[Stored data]
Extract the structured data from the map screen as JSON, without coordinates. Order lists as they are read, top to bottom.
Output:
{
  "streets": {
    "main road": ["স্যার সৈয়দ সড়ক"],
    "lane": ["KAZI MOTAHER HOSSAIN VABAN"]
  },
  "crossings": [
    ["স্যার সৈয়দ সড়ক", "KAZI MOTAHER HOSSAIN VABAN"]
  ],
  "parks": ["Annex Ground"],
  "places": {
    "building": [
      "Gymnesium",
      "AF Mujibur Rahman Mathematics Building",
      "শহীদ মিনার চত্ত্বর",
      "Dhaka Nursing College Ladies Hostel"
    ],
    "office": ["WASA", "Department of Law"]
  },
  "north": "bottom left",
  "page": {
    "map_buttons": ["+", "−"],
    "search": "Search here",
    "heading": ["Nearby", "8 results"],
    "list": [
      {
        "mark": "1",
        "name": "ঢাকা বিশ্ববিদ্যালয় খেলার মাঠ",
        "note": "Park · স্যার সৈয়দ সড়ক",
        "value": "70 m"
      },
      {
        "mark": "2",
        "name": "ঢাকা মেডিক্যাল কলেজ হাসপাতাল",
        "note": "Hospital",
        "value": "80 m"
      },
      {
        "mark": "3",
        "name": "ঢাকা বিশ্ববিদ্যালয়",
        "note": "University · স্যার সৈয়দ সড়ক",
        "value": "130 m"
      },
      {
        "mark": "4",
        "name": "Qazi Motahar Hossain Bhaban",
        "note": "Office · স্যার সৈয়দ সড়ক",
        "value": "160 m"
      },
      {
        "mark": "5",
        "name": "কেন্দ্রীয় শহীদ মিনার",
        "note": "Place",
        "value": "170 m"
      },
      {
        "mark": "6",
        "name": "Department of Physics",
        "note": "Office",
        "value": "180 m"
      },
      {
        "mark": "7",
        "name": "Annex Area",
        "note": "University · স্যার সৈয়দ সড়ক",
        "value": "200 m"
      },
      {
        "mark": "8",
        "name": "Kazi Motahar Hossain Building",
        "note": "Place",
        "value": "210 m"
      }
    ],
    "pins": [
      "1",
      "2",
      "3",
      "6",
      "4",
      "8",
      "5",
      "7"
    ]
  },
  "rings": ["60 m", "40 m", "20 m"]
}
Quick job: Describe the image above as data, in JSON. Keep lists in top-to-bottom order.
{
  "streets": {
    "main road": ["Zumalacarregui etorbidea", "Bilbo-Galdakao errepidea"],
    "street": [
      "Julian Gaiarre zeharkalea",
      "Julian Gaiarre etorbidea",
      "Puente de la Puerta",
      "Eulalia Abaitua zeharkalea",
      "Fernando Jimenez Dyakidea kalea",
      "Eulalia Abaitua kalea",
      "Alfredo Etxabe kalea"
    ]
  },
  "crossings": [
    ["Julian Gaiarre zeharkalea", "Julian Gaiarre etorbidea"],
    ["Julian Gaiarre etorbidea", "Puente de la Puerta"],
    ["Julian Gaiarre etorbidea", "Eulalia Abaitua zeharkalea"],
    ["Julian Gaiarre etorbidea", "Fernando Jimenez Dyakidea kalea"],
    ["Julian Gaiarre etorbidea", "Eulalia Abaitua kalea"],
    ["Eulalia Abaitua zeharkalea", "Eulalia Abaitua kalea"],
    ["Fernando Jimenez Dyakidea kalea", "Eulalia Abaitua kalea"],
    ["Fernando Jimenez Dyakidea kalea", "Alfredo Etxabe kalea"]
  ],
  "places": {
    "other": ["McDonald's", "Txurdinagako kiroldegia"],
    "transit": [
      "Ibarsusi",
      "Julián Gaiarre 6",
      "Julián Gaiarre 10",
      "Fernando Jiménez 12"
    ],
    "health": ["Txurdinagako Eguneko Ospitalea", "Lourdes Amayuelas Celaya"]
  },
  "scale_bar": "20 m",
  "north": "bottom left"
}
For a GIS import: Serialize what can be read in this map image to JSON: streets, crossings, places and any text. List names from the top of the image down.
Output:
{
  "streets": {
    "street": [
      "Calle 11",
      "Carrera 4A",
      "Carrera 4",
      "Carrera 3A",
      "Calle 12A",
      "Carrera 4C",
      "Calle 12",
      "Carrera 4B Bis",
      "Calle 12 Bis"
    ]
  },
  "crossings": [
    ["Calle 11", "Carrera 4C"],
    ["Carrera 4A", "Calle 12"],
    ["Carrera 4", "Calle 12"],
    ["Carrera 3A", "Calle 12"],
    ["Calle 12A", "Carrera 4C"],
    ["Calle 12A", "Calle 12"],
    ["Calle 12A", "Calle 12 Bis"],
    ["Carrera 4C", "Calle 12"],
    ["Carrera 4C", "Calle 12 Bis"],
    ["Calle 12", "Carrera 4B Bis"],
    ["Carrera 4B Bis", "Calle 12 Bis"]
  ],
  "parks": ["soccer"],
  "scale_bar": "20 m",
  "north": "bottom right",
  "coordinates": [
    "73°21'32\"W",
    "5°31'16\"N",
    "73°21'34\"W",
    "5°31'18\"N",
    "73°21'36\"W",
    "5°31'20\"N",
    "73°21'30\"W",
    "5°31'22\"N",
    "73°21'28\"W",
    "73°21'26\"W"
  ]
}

What the task asks
Your task is to copy every record exactly.

Expected answer
Extract the structured data from the map screen as JSON, without coordinates. Order lists as they are read, top to bottom.
Output:
{
  "streets": {
    "main road": ["স্যার সৈয়দ সড়ক"],
    "lane": ["KAZI MOTAHER HOSSAIN VABAN"]
  },
  "crossings": [
    ["স্যার সৈয়দ সড়ক", "KAZI MOTAHER HOSSAIN VABAN"]
  ],
  "parks": ["Annex Ground"],
  "places": {
    "building": [
      "Gymnesium",
      "AF Mujibur Rahman Mathematics Building",
      "শহীদ মিনার চত্ত্বর",
      "Dhaka Nursing College Ladies Hostel"
    ],
    "office": ["WASA", "Department of Law"]
  },
  "north": "bottom left",
  "page": {
    "map_buttons": ["+", "−"],
    "search": "Search here",
    "heading": ["Nearby", "8 results"],
    "list": [
      {
        "mark": "1",
        "name": "ঢাকা বিশ্ববিদ্যালয় খেলার মাঠ",
        "note": "Park · স্যার সৈয়দ সড়ক",
        "value": "70 m"
      },
      {
        "mark": "2",
        "name": "ঢাকা মেডিক্যাল কলেজ হাসপাতাল",
        "note": "Hospital",
        "value": "80 m"
      },
      {
        "mark": "3",
        "name": "ঢাকা বিশ্ববিদ্যালয়",
        "note": "University · স্যার সৈয়দ সড়ক",
        "value": "130 m"
      },
      {
        "mark": "4",
        "name": "Qazi Motahar Hossain Bhaban",
        "note": "Office · স্যার সৈয়দ সড়ক",
        "value": "160 m"
      },
      {
        "mark": "5",
        "name": "কেন্দ্রীয় শহীদ মিনার",
        "note": "Place",
        "value": "170 m"
      },
      {
        "mark": "6",
        "name": "Department of Physics",
        "note": "Office",
        "value": "180 m"
      },
      {
        "mark": "7",
        "name": "Annex Area",
        "note": "University · স্যার সৈয়দ সড়ক",
        "value": "200 m"
      },
      {
        "mark": "8",
        "name": "Kazi Motahar Hossain Building",
        "note": "Place",
        "value": "210 m"
      }
    ],
    "pins": [
      "1",
      "2",
      "3",
      "6",
      "4",
      "8",
      "5",
      "7"
    ]
  },
  "rings": ["60 m", "40 m", "20 m"]
}
Quick job: Describe the image above as data, in JSON. Keep lists in top-to-bottom order.
{
  "streets": {
    "main road": ["Zumalacarregui etorbidea", "Bilbo-Galdakao errepidea"],
    "street": [
      "Julian Gaiarre zeharkalea",
      "Julian Gaiarre etorbidea",
      "Puente de la Puerta",
      "Eulalia Abaitua zeharkalea",
      "Fernando Jimenez Dyakidea kalea",
      "Eulalia Abaitua kalea",
      "Alfredo Etxabe kalea"
    ]
  },
  "crossings": [
    ["Julian Gaiarre zeharkalea", "Julian Gaiarre etorbidea"],
    ["Julian Gaiarre etorbidea", "Puente de la Puerta"],
    ["Julian Gaiarre etorbidea", "Eulalia Abaitua zeharkalea"],
    ["Julian Gaiarre etorbidea", "Fernando Jimenez Dyakidea kalea"],
    ["Julian Gaiarre etorbidea", "Eulalia Abaitua kalea"],
    ["Eulalia Abaitua zeharkalea", "Eulalia Abaitua kalea"],
    ["Fernando Jimenez Dyakidea kalea", "Eulalia Abaitua kalea"],
    ["Fernando Jimenez Dyakidea kalea", "Alfredo Etxabe kalea"]
  ],
  "places": {
    "other": ["McDonald's", "Txurdinagako kiroldegia"],
    "transit": [
      "Ibarsusi",
      "Julián Gaiarre 6",
      "Julián Gaiarre 10",
      "Fernando Jiménez 12"
    ],
    "health": ["Txurdinagako Eguneko Ospitalea", "Lourdes Amayuelas Celaya"]
  },
  "scale_bar": "20 m",
  "north": "bottom left"
}
For a GIS import: Serialize what can be read in this map image to JSON: streets, crossings, places and any text. List names from the top of the image down.
Output:
{
  "streets": {
    "street": [
      "Calle 11",
      "Carrera 4A",
      "Carrera 4",
      "Carrera 3A",
      "Calle 12A",
      "Carrera 4C",
      "Calle 12",
      "Carrera 4B Bis",
      "Calle 12 Bis"
    ]
  },
  "crossings": [
    ["Calle 11", "Carrera 4C"],
    ["Carrera 4A", "Calle 12"],
    ["Carrera 4", "Calle 12"],
    ["Carrera 3A", "Calle 12"],
    ["Calle 12A", "Carrera 4C"],
    ["Calle 12A", "Calle 12"],
    ["Calle 12A", "Calle 12 Bis"],
    ["Carrera 4C", "Calle 12"],
    ["Carrera 4C", "Calle 12 Bis"],
    ["Calle 12", "Carrera 4B Bis"],
    ["Carrera 4B Bis", "Calle 12 Bis"]
  ],
  "parks": ["soccer"],
  "scale_bar": "20 m",
  "north": "bottom right",
  "coordinates": [
    "73°21'32\"W",
    "5°31'16\"N",
    "73°21'34\"W",
    "5°31'18\"N",
    "73°21'36\"W",
    "5°31'20\"N",
    "73°21'30\"W",
    "5°31'22\"N",
    "73°21'28\"W",
    "73°21'26\"W"
  ]
}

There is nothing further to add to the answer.